* _Dataset_
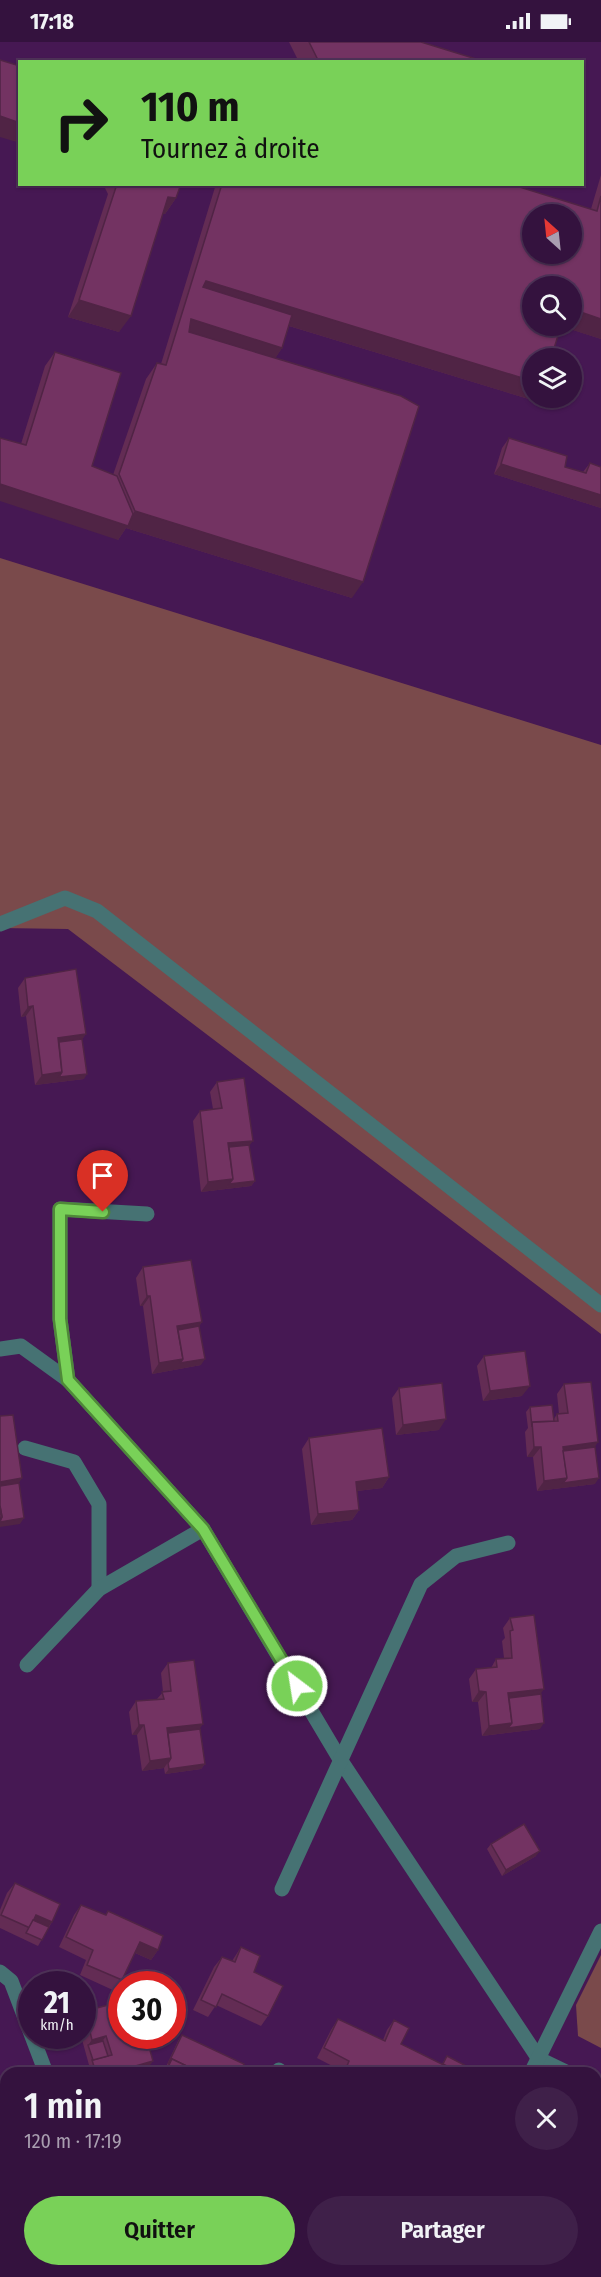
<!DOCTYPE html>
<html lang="fr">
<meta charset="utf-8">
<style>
body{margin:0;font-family:"Fira Sans Condensed",sans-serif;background:#3f2049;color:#f1f3f6;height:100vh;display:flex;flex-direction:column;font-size:22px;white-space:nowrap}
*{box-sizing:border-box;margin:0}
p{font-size:20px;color:#a99eb0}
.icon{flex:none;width:33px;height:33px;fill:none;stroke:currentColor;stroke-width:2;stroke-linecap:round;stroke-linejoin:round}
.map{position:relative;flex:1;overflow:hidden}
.drawer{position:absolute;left:0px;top:2025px;width:602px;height:210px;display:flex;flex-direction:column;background:#34123e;border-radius:18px 18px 0 0;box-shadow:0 2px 4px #0004,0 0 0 2px #4e3258}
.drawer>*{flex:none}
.hud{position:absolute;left:18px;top:18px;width:566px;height:126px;border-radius:0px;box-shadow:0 2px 4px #0004,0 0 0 2px #4e3258;background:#79d158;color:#111;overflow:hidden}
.needle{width:39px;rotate:333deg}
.controls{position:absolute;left:522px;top:162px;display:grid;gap:12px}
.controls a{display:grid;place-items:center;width:60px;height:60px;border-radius:50%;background:#34123e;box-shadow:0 2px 4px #0004,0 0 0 2px #4e3258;font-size:30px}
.speed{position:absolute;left:18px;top:1929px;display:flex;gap:12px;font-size:30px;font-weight:700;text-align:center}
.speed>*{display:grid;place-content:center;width:78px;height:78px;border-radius:50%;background:#34123e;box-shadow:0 2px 4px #0004,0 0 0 2px #4e3258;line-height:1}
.speed small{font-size:15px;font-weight:400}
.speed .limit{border:9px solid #d22;background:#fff;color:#111}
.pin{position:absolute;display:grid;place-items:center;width:51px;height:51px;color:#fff;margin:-62px -26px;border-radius:50% 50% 50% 0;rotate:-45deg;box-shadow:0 0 6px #0007}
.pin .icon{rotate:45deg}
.me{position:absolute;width:66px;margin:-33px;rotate:329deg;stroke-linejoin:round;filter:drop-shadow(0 0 4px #0008)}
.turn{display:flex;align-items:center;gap:21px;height:126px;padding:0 24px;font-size:27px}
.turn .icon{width:78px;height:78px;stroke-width:2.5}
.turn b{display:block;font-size:42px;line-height:51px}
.round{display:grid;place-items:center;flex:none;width:63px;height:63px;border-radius:32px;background:#3f2049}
.summary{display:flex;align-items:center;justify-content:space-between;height:102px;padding:0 24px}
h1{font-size:36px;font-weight:600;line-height:45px}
.button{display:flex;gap:12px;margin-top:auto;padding:12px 24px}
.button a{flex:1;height:69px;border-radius:36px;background:#79d158;color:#111;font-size:24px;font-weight:600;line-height:69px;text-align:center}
.button a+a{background:#3f2049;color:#f1f3f6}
.status{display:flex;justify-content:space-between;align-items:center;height:42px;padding:0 30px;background:#34123e;direction:ltr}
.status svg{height:16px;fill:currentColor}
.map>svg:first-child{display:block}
.green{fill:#7a4a4b}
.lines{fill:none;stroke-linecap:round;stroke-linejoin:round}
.minor{stroke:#467273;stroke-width:15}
.wall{fill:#632c54}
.shaded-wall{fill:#502445}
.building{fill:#733362;stroke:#502445;stroke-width:1.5;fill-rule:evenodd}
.route-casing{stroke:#4f8839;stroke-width:15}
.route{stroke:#79d158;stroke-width:10}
</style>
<div class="status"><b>17:18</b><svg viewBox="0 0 49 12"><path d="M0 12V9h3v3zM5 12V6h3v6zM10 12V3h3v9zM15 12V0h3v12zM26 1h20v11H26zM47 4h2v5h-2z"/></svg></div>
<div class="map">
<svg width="601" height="2235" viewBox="0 0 601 2235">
<rect width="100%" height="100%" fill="#461853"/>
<g class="green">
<path d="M0,516L601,703V1292L68,887L0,886Z"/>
<path d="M601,1913V2006L578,1994L576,1963Z"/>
<path d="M596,2073L601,2076V2220L596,2218Z"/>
</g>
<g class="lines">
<g class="minor">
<path d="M0,882L65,856L97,869L601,1263"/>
<path d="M0,1307L21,1304L68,1338L203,1487L341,1719L539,2017L568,2031"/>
<path d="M68,1338L60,1277V1167L147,1172"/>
<path d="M25,1406L74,1420L99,1462V1547"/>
<path d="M27,1623L99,1547L203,1487"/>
<path d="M282,1847L421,1542L456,1514L508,1501"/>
<path d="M0,1930L11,1939L46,2031"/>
<path d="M278,2031L279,2028"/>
<path d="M531,2031L601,1889"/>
<path d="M596,2044L601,2047"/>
<path d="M372,2229L385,2235"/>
<path d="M559,2229L575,2235"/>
<path d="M429,2235L432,2229"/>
</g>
</g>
<g class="wall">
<path d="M289,0H421L486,20H299Z"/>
<path d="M601,133V297L561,284L532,356H534L532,358L289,284L282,306L275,316L352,556L126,486L118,498L21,402L45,324L55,310L92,424L113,433L146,337L157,321L161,322L216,142H510L591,167Z"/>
<path d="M103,142H181L176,156L165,172H162L119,290L68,275L108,152Z"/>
<path d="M509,396L565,425L583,430L590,421L601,466L494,432L502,406Z"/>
<path d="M25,936L86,992L82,997L84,1037L35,1043L26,974L21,975L18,946Z"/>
<path d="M217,1040L249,1103L255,1139L251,1144L201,1150L193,1079L200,1069L213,1067L210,1050Z"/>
<path d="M143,1225L202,1280L199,1284L201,1323L152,1332L143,1264H140L136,1236Z"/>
<path d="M484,1314L522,1354L483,1359L477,1324Z"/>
<path d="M564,1342L595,1405V1442L537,1449L533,1415H527L525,1390L528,1386L526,1370L530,1365L554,1377L557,1372H559L557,1352Z"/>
<path d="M399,1346L439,1388L396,1393L392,1356Z"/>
<path d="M309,1396L389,1435L382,1446L357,1449L359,1468L352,1478L311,1483L302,1407Z"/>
<path d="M510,1576L541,1652L540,1687L482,1694L478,1660H472L469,1637L476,1627L491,1626L496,1617L504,1616L502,1599L505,1596L503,1586Z"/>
<path d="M168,1621L200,1687L205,1722L201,1727L165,1732L164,1726L142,1729L137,1693H132L129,1670L136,1659L157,1657L163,1650L161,1631Z"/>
<path d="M491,1802L536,1814L502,1834L487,1807Z"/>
<path d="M15,1841L52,1880L38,1904L0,1886V1868L7,1851Z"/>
<path d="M81,1863L105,1873L108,1869L158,1908L151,1918L135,1911L122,1938L115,1949L80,1933L86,1918L59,1905L74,1873Z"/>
<path d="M241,1905L254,1930L268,1974L261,1984L216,1963L208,1975L193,1968L214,1925L222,1915L232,1919Z"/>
<path d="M85,1969L122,1994L146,2029L140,2031H86L85,2029L89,2023L81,1994H82V1972Z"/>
<path d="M338,1977L383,1998L387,1988L394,1978L401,2002L442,2022L447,2014L470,2031H341L342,2029L317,2016L331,1988Z"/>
<path d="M182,1993L240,2031H163L178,1999Z"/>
<path d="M6,2111V2129L0,2126V2124Z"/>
<path d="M6,2142V2229L0,2235V2156Z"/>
<path d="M239,2229H318L331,2235H236Z"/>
</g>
<g class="shaded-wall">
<path d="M0,74L20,81V101L0,95Z"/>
<path d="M168,155L176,156L165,172L156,171Z"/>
<path d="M206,239L532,339V356H534L532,358L194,255Z"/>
<path d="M79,258L131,274L119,290L68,275Z"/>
<path d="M572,267L601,277V297L560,284H572Z"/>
<path d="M191,277L282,306L271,323L179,293Z"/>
<path d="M501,422L601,453V466L494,432Z"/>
<path d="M0,442L125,483L135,469L363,540L352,556L126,486L118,498L0,459Z"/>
<path d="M33,964L26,974L21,975L28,965Z"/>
<path d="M86,992L79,1002L55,1006L58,996Z"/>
<path d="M62,1030L87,1032L84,1037L35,1043L42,1033Z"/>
<path d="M253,1099L245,1109L226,1110L228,1101Z"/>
<path d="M233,1137L226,1147L201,1150L208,1140Z"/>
<path d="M255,1139L251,1144L226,1147L229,1142Z"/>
<path d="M147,1254H150L143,1264H140Z"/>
<path d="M202,1280L195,1290L175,1293L177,1284Z"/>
<path d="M183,1317H205L201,1323L152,1332L159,1321Z"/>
<path d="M530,1344L522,1354L483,1359L490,1349Z"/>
<path d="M446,1377L439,1388L396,1393L403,1383Z"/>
<path d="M598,1400L591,1411L560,1415L563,1405Z"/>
<path d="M534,1405H541L533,1415H527Z"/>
<path d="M389,1435L382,1446L348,1450L356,1440Z"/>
<path d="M22,1436L15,1447L0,1449V1440Z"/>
<path d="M567,1436H599L595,1442L537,1449L544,1439Z"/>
<path d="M359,1468L352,1478L311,1483L318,1472Z"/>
<path d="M24,1476L20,1482L0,1485V1480Z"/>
<path d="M544,1647L537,1657L505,1661L508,1651Z"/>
<path d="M479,1649L486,1650L478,1660H472Z"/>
<path d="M512,1681H544L540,1687L482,1694L489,1684Z"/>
<path d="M203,1682L196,1692L165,1696L167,1686Z"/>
<path d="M139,1683H144L137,1693H132Z"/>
<path d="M171,1716L164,1726L142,1729L150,1719Z"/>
<path d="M205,1722L201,1727L165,1732L169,1727Z"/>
<path d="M540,1809L536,1814L502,1834L506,1828Z"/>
<path d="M36,1873L52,1880L45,1890L30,1884Z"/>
<path d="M140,1900L158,1908L151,1918L133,1910Z"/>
<path d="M106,1994L99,2004L88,2003L92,1998Z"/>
<path d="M153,2019L146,2029L140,2031H111Z"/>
</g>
<g class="building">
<path d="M309,0H421L486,20H319Z"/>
<path d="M0,18L20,24V81L0,74Z"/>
<path d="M117,142H181L176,156L168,155L131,274L79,258Z"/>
<path d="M222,142H510L597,169L601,154V277L572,267V244H532V284H561L551,316H532V339L206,239L203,245L292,273L282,306L191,277L189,290L401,354L419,364L363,540L135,469L119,432L157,321L166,323ZM532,172H572V212H532Z"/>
<path d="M55,310L121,331L92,424L117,434L133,472L128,484L0,442V396L26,403Z"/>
<path d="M509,396L567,414L565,425L586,431L590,421L601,425V453L501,422Z"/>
<path d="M76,927L86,992L58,996L62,1030L42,1033L33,964L28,965L25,936Z"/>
<path d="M82,997L87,1032L59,1035L62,1030L59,1000Z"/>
<path d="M244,1036L253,1099L228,1101L233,1137L208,1140L200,1069L222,1066L217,1040Z"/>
<path d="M249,1103L255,1139L229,1142L233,1137L229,1105Z"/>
<path d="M191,1218L202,1280L177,1284L183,1317L159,1321L150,1254H147L143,1225Z"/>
<path d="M199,1284L205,1317L180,1321L183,1317L178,1288Z"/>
<path d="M525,1309L530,1344L490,1349L484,1314Z"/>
<path d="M591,1340L598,1400L563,1405L567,1436L544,1439L541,1405H534L532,1380L558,1379L557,1372L568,1371L564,1342Z"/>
<path d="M442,1341L446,1377L403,1383L399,1346Z"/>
<path d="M552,1363L554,1379L532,1380V1385L530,1365Z"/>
<path d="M13,1373L22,1436L0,1440V1374Z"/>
<path d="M382,1386L389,1435L356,1440L359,1468L318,1472L309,1396Z"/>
<path d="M595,1405L599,1436L563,1441L567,1436L563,1409Z"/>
<path d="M19,1441L24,1476L0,1480L2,1475L0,1464V1444Z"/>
<path d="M0,1464L2,1475L0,1476Z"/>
<path d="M534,1573L544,1647L508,1651L512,1681L489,1684L486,1650L479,1649L476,1627L497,1625L496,1617L512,1616L510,1589L513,1588L510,1576Z"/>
<path d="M194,1618L203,1682L167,1686L171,1716L150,1719L144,1683H139L136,1659L164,1657L162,1650L171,1649L168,1621Z"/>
<path d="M541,1652L544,1681L508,1686L512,1681L509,1656Z"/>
<path d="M200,1687L205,1722L169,1727L168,1721L171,1716L168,1691Z"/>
<path d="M524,1782L540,1809L506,1828L491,1802Z"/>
<path d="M15,1841L60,1862L52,1880L36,1873L30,1886L1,1873Z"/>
<path d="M81,1863L106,1873L108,1869L163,1894L158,1908L140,1900L122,1938L87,1923L93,1908L66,1895Z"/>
<path d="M33,1878L49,1885L42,1898L26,1891Z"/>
<path d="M241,1905L260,1914L254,1930L283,1944L268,1974L222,1952L216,1965L201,1958L222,1915L235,1920Z"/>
<path d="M120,1960L122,1965V1994H146L153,2019L111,2031H96L92,2018L112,2013L106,1994L92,1998L85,1969Z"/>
<path d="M338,1977L385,1999L394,1978L409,1986L401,2002L460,2031H344L349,2019L324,2006Z"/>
<path d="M182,1993L244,2022L240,2031H201L172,2017L168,2022Z"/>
<path d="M103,1999L108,2014L93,2018L88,2003Z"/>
<path d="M447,2014L472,2027L470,2031H460L443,2022Z"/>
<path d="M172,2017L201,2031H165Z"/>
<path d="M6,2146V2155L4,2154L1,2158Z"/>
<path d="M4,2154L6,2155V2221L2,2230L0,2229V2157L2,2158Z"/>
<path d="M6,2221V2229H35L32,2235H0V2233Z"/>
<path d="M122,2229H150L155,2231L157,2229L153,2235H119Z"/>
<path d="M157,2229H164L177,2235H154Z"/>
<path d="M164,2229H192L189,2235H177Z"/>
<path d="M241,2229H270L282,2235H238Z"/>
<path d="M270,2229H297L294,2235H282Z"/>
<path d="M298,2229H318L331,2235H295Z"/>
</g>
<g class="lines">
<defs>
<path id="route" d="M103,1170L60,1167V1277L68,1338L203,1487L297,1644"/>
</defs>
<use href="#route" class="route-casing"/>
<use href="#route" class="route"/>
</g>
</svg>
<div class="controls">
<a><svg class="needle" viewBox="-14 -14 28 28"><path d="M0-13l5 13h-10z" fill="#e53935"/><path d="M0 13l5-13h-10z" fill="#a99eb0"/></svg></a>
<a><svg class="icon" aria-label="search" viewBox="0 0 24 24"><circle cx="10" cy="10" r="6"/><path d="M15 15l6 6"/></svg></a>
<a><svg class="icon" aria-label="layers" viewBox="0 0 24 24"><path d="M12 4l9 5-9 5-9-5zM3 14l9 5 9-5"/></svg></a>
</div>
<div class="speed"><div>21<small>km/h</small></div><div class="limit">30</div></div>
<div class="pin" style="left:103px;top:1170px;background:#d93025"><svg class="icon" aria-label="arrive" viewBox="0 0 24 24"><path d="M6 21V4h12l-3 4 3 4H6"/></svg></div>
<svg class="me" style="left:297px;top:1644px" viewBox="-20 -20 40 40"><circle r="17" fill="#79d158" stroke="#fff" stroke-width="3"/><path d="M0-11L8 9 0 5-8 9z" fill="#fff"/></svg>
<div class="hud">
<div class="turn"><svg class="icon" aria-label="right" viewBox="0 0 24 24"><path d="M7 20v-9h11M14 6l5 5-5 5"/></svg><div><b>110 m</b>Tournez à droite</div></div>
</div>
<section class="drawer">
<div class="summary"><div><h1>1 min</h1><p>120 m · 17:19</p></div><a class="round"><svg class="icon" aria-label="close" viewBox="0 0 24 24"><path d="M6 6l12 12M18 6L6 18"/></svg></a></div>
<div class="button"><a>Quitter</a><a>Partager</a></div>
</section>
</div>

* _Task instructions_
Go through the entries above and copy each line with "currentColor" in it.

* _Response to the task_
.icon{flex:none;width:33px;height:33px;fill:none;stroke:currentColor;stroke-width:2;stroke-linecap:round;stroke-linejoin:round}
.status svg{height:16px;fill:currentColor}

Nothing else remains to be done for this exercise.